> WHAT THIS TASK INVOLVES: Look for the word "strokeStyle". Copy every line of the listing where it occurs.

> EXTRACTED DATA:
-=-=-=-=-

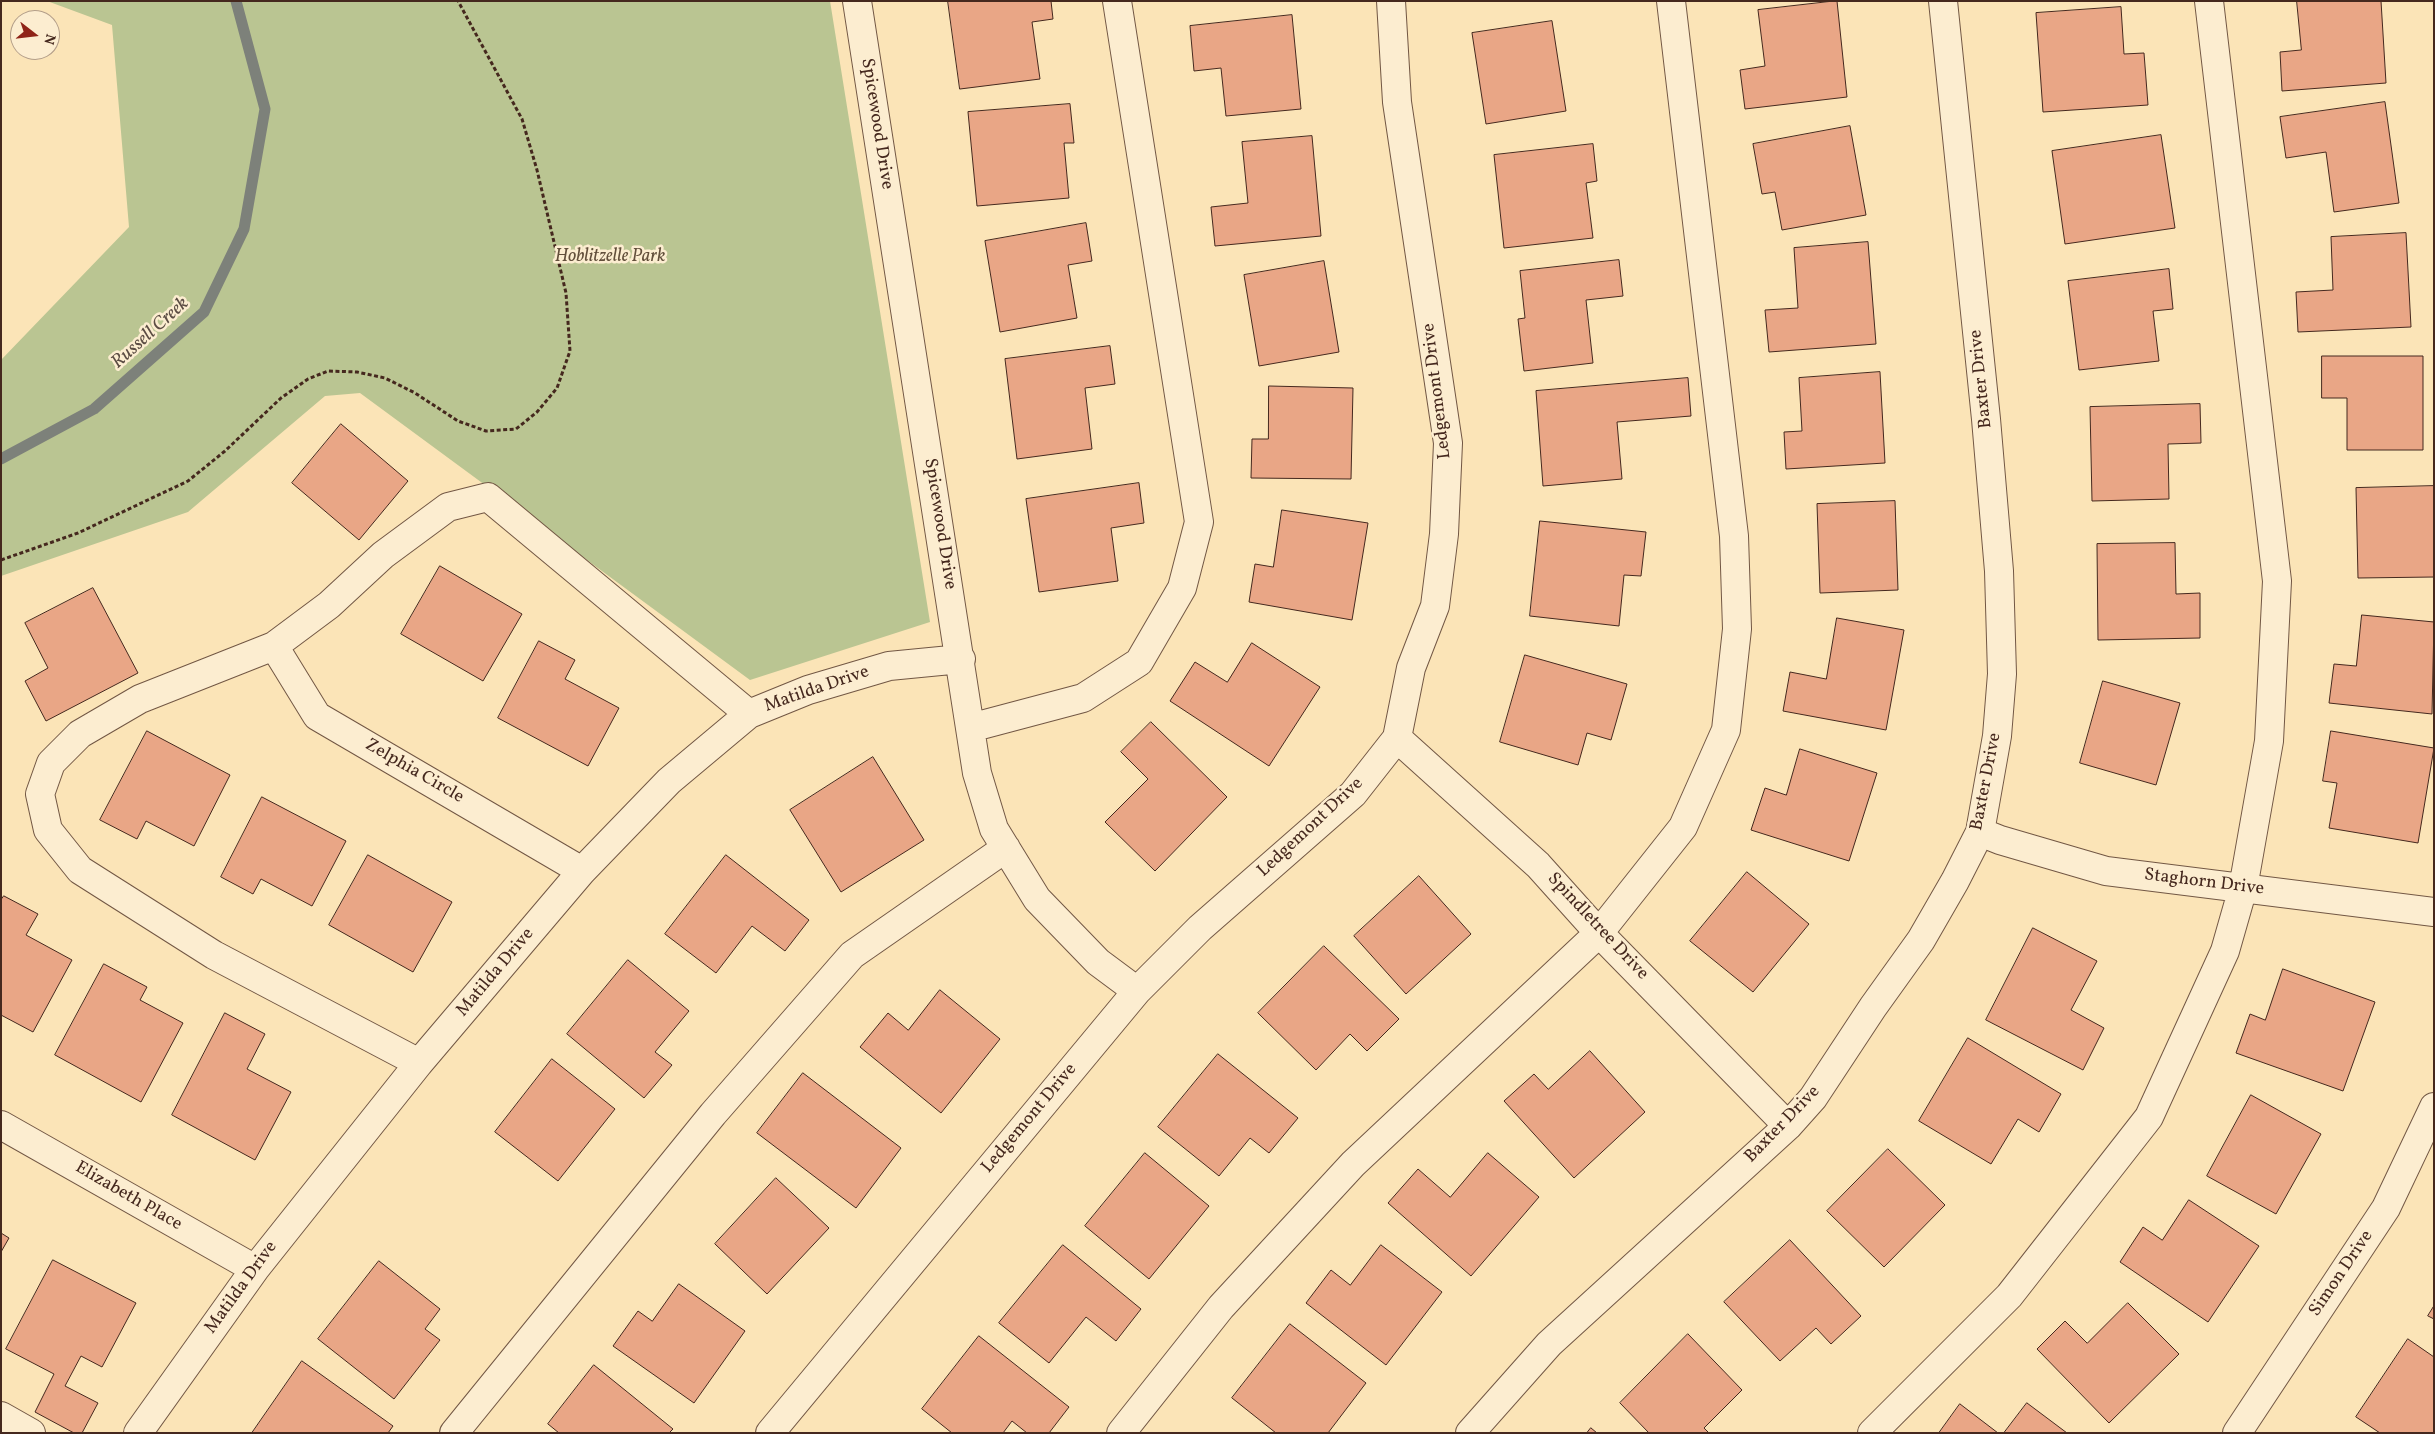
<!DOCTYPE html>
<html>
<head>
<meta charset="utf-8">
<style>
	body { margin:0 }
	#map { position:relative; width:2435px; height:1434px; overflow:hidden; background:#fbe4b7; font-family:Vollkorn,serif }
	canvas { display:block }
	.frame { position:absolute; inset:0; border:2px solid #45281e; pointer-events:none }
	.north { position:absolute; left:10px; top:10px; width:50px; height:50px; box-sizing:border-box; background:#fcedd0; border:1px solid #b39e89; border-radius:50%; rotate:106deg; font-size:14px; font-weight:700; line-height:20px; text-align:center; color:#45281e }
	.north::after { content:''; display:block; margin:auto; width:18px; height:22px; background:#8f2418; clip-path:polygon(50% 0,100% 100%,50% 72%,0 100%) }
</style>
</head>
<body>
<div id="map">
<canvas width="2435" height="1434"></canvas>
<div class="frame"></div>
<div class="north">N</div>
</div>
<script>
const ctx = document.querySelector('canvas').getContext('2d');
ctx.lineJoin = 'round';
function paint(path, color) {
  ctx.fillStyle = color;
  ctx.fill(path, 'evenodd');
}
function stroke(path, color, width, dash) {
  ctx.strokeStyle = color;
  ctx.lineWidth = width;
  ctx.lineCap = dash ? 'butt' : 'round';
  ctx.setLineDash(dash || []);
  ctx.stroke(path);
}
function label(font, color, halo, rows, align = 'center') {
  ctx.font = font + ' Vollkorn,serif';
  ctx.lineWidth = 5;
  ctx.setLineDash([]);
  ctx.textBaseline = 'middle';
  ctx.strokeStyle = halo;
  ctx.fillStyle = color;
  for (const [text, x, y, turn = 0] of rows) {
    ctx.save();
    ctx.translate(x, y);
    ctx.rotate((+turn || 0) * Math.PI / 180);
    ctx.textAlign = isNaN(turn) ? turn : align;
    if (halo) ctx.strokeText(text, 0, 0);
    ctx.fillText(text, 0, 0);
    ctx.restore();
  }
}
paint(new Path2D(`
	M 47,1 L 830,1 L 930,622 L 750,680 L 360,393 L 325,396 L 188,512 L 1,576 L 1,360 L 129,227 L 112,25 Z`), '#bac592');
stroke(new Path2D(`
	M 1,459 L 94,409 L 204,312 L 244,229 L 265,109 L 236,1`), '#7d817a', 11);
const building = new Path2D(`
	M 948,1 L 1051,1 L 1053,19 L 1032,22 L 1040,79 L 960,89 Z
	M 1837,1 L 1847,97 L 1745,109 L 1740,70 L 1765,66 L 1758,10 Z
	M 2297,1 L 2381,1 L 2386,83 L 2282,91 L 2280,52 L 2301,50 Z
	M 2121,7 L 2124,54 L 2144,53 L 2148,105 L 2043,112 L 2036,13 Z
	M 1292,15 L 1301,109 L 1226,116 L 1221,68 L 1194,71 L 1190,26 Z
	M 1552,21 L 1566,111 L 1486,124 L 1472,33 Z
	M 2385,102 L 2399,203 L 2334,212 L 2326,152 L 2286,158 L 2280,117 Z
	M 1070,104 L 1074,143 L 1064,143 L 1069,198 L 977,206 L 968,112 Z
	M 1850,126 L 1866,215 L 1782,230 L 1775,192 L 1762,194 L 1753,144 Z
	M 2161,135 L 2175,228 L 2065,244 L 2052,151 Z
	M 1312,136 L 1321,236 L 1215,246 L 1211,207 L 1248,203 L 1242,142 Z
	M 1593,144 L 1597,181 L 1586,183 L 1593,238 L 1504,248 L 1494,155 Z
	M 1086,223 L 1092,261 L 1068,265 L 1077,318 L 1000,332 L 985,241 Z
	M 2406,233 L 2411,327 L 2298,332 L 2296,292 L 2333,290 L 2331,237 Z
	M 1868,242 L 1876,344 L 1769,352 L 1765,310 L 1798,308 L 1794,248 Z
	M 1619,260 L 1623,296 L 1586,300 L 1593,363 L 1524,371 L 1518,319 L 1525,318 L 1520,271 Z
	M 1324,261 L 1339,352 L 1259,366 L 1244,275 Z
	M 2169,269 L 2173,309 L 2153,311 L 2159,361 L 2079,370 L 2068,281 Z
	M 1110,346 L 1115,384 L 1085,388 L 1092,449 L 1017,459 L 1005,359 Z
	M 2322,356 L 2423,356 L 2423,450 L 2347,450 L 2347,398 L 2322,398 Z
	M 1880,372 L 1885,463 L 1786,469 L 1784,432 L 1802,431 L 1799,378 Z
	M 1688,378 L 1691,416 L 1617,422 L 1622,479 L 1543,486 L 1536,391 Z
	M 1269,386 L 1353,388 L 1351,479 L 1251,478 L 1252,439 L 1268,439 Z
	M 2200,404 L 2201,443 L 2168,444 L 2169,499 L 2092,501 L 2090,407 Z
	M 341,424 L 408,481 L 359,540 L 292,483 Z
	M 1139,483 L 1144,523 L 1111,528 L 1118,581 L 1039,592 L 1026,499 Z
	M 2434,486 L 2434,577 L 2358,578 L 2356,488 Z
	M 1895,501 L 1898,590 L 1820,593 L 1817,504 Z
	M 1282,510 L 1368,523 L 1352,620 L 1249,602 L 1255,564 L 1273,567 Z
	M 1540,521 L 1646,532 L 1641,576 L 1624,575 L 1619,626 L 1530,616 Z
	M 2175,543 L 2176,594 L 2200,593 L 2200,638 L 2098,640 L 2097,544 Z
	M 440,566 L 522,614 L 483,681 L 401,634 Z
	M 93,588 L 138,673 L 46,721 L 25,681 L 48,668 L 25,623 Z
	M 2362,615 L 2434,622 L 2432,714 L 2329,703 L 2334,664 L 2356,666 Z
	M 1837,618 L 1904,630 L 1886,730 L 1783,711 L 1790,672 L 1826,679 Z
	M 539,641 L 575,660 L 565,679 L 619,708 L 588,766 L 498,718 Z
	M 1252,643 L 1320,687 L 1269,766 L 1170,701 L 1195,662 L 1227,682 Z
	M 1525,655 L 1627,684 L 1611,740 L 1587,733 L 1578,765 L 1500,742 Z
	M 2103,681 L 2180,703 L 2156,785 L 2080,763 Z
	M 1151,722 L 1227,797 L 1155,871 L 1105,822 L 1148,779 L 1121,752 Z
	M 147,731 L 230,775 L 194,846 L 146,821 L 137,839 L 100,820 Z
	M 2331,731 L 2434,748 L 2418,843 L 2329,828 L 2337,783 L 2323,781 Z
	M 1800,749 L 1877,773 L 1849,861 L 1751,830 L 1765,788 L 1786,795 Z
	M 873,757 L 924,840 L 841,892 L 790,810 Z
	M 262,797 L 346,841 L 312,906 L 261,879 L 253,894 L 221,877 Z
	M 368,855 L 452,902 L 413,972 L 329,925 Z
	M 726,855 L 809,920 L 785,951 L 752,926 L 716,973 L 665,934 Z
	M 1747,872 L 1809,924 L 1753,992 L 1690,941 Z
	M 1419,876 L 1471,934 L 1406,994 L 1354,936 Z
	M 4,896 L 38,914 L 26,935 L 72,960 L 33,1032 L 1,1015 L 1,900 Z
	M 2033,928 L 2097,961 L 2071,1010 L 2104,1028 L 2083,1070 L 1986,1020 Z
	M 1324,946 L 1399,1019 L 1367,1051 L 1350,1034 L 1316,1070 L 1258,1013 Z
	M 628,960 L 689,1011 L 655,1052 L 672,1065 L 644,1098 L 567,1034 Z
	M 104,964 L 147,987 L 140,1000 L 183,1023 L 141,1102 L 55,1055 Z
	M 2283,969 L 2375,1002 L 2343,1091 L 2236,1053 L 2250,1014 L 2265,1020 Z
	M 940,990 L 1000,1039 L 941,1113 L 860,1047 L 888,1013 L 908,1030 Z
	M 225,1013 L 265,1034 L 247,1069 L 291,1092 L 255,1160 L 172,1115 Z
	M 1968,1038 L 2061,1094 L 2039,1132 L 2018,1119 L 1991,1164 L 1919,1121 Z
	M 1590,1051 L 1645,1112 L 1574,1178 L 1504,1101 L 1534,1074 L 1548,1089 Z
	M 1218,1054 L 1298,1118 L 1269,1153 L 1250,1138 L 1219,1176 L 1158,1127 Z
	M 552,1059 L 615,1109 L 558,1181 L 495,1132 Z
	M 803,1073 L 901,1148 L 856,1208 L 757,1133 Z
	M 2251,1095 L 2321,1134 L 2276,1214 L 2207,1176 Z
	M 1888,1149 L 1945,1205 L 1884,1267 L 1827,1211 Z
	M 1145,1153 L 1209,1206 L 1149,1279 L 1085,1226 Z
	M 1488,1153 L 1539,1197 L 1471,1276 L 1388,1203 L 1418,1169 L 1450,1197 Z
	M 776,1178 L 829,1228 L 767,1294 L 715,1244 Z
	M 2189,1200 L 2259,1246 L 2208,1322 L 2120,1262 L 2143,1227 L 2162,1240 Z
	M 1,1233 L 9,1238 L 1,1252 Z
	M 1790,1240 L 1861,1316 L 1831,1344 L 1816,1328 L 1780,1361 L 1724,1302 Z
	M 1063,1245 L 1141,1309 L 1116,1341 L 1086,1317 L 1049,1363 L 999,1323 Z
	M 1381,1245 L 1442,1292 L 1386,1365 L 1306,1303 L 1331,1270 L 1350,1285 Z
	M 53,1260 L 136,1303 L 102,1367 L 81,1356 L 65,1386 L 98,1403 L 82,1433 L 74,1433 L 35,1412 L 54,1374 L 6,1349 Z
	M 379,1261 L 440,1309 L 425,1329 L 440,1340 L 394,1399 L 318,1339 Z
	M 679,1284 L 745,1331 L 694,1403 L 613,1346 L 638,1311 L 652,1321 Z
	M 2128,1303 L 2179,1354 L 2109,1423 L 2037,1349 L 2065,1321 L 2087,1343 Z
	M 2434,1306 L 2434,1319 L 2428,1316 Z
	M 1290,1324 L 1366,1383 L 1328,1433 L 1276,1433 L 1232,1398 Z
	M 1688,1334 L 1742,1390 L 1704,1428 L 1709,1433 L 1649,1433 L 1620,1403 Z
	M 979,1336 L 1069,1407 L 1049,1433 L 1027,1433 L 1012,1421 L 1003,1433 L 952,1433 L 922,1409 Z
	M 2408,1339 L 2434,1357 L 2434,1433 L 2380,1433 L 2356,1417 Z
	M 302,1361 L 393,1426 L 388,1433 L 252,1433 Z
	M 594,1365 L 673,1429 L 669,1433 L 559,1433 L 548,1424 Z
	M 2027,1403 L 2067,1433 L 2004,1433 Z
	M 1960,1404 L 1998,1433 L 1939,1433 Z
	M 1591,1428 L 1597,1433 L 1587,1433 Z`);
paint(building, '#e9a686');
stroke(building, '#45281e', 1);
const minor = new Path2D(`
	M 857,1 L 977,773 L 994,829 L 1037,899 L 1098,962 L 1137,991
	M 274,646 L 317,716 L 582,871
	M 970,728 L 1083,698 L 1139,662 L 1182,588 L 1199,522 L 1117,1
	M 1397,738 L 1538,865 L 1599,933 L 1788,1126
	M 1980,832 L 2000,840 L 2106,871 L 2434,912
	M 419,1063 L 214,955 L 80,870 L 48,830 L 40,794 L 51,763 L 80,734 L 140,699 L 274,646 L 329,605 L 383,555 L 448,507 L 488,497 L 749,714
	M 1,1125 L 255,1269
	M 1,1416 L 31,1433
	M 138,1433 L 255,1269 L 419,1063 L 582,871 L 669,781 L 749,714 L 808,690 L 889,666 L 961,659
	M 454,1433 L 713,1114 L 852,955 L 1006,848
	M 770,1433 L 1137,991 L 1200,928 L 1353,794 L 1397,738 L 1411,668 L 1435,606 L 1444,534 L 1448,443 L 1397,102 L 1391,1
	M 1121,1433 L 1221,1307 L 1353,1164 L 1599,933 L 1683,827 L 1726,730 L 1737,629 L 1734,536 L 1671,1
	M 1470,1433 L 1549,1344 L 1788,1126 L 1813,1098 L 1873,1007 L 1921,940 L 1955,881 L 1980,832 L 1997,736 L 2002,674 L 1999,571 L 1986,419 L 1943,1
	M 1872,1433 L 2009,1296 L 2149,1117 L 2225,951 L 2243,888 L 2269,741 L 2277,581 L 2209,1
	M 2237,1433 L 2386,1208 L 2434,1107`);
stroke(minor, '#725744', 30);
stroke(new Path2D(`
	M 1,560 L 78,533 L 188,481 L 225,451 L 281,398 L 308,379 L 328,371 L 357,372 L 385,378 L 415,393 L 458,421 L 486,431 L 516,429 L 537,412 L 557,388 L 570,351 L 566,293 L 537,170 L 522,119 L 458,1`), '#45281e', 3, [4, 2.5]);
stroke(minor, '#fcedd0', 28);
label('18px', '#45281e', '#fcedd0', [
	["Spicewood Drive",876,124,81],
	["Baxter Drive",1982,379,-96],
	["Ledgemont Drive",1438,391,-97],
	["Spicewood Drive",939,524,81],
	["Matilda Drive",817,690,-19],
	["Zelphia Circle",414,772,30],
	["Baxter Drive",1987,782,-79],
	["Ledgemont Drive",1311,828,-43],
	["Staghorn Drive",2204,883,7],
	["Spindletree Drive",1597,927,47],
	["Matilda Drive",496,973,-50],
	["Ledgemont Drive",1030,1119,-50],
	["Baxter Drive",1783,1125,-46],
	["Elizabeth Place",128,1197,30],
	["Simon Drive",2342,1274,-56],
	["Matilda Drive",242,1288,-54]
]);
label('italic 18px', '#624f3b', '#fcedd0', [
	["Hoblitzelle Park",610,258]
]);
label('italic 19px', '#5c4d44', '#fcedd0', [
	["Russell Creek",151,334,-42]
]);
</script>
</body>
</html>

-=-=-=-=-

> RESULT BELOW:
  ctx.strokeStyle = color;
  ctx.strokeStyle = halo;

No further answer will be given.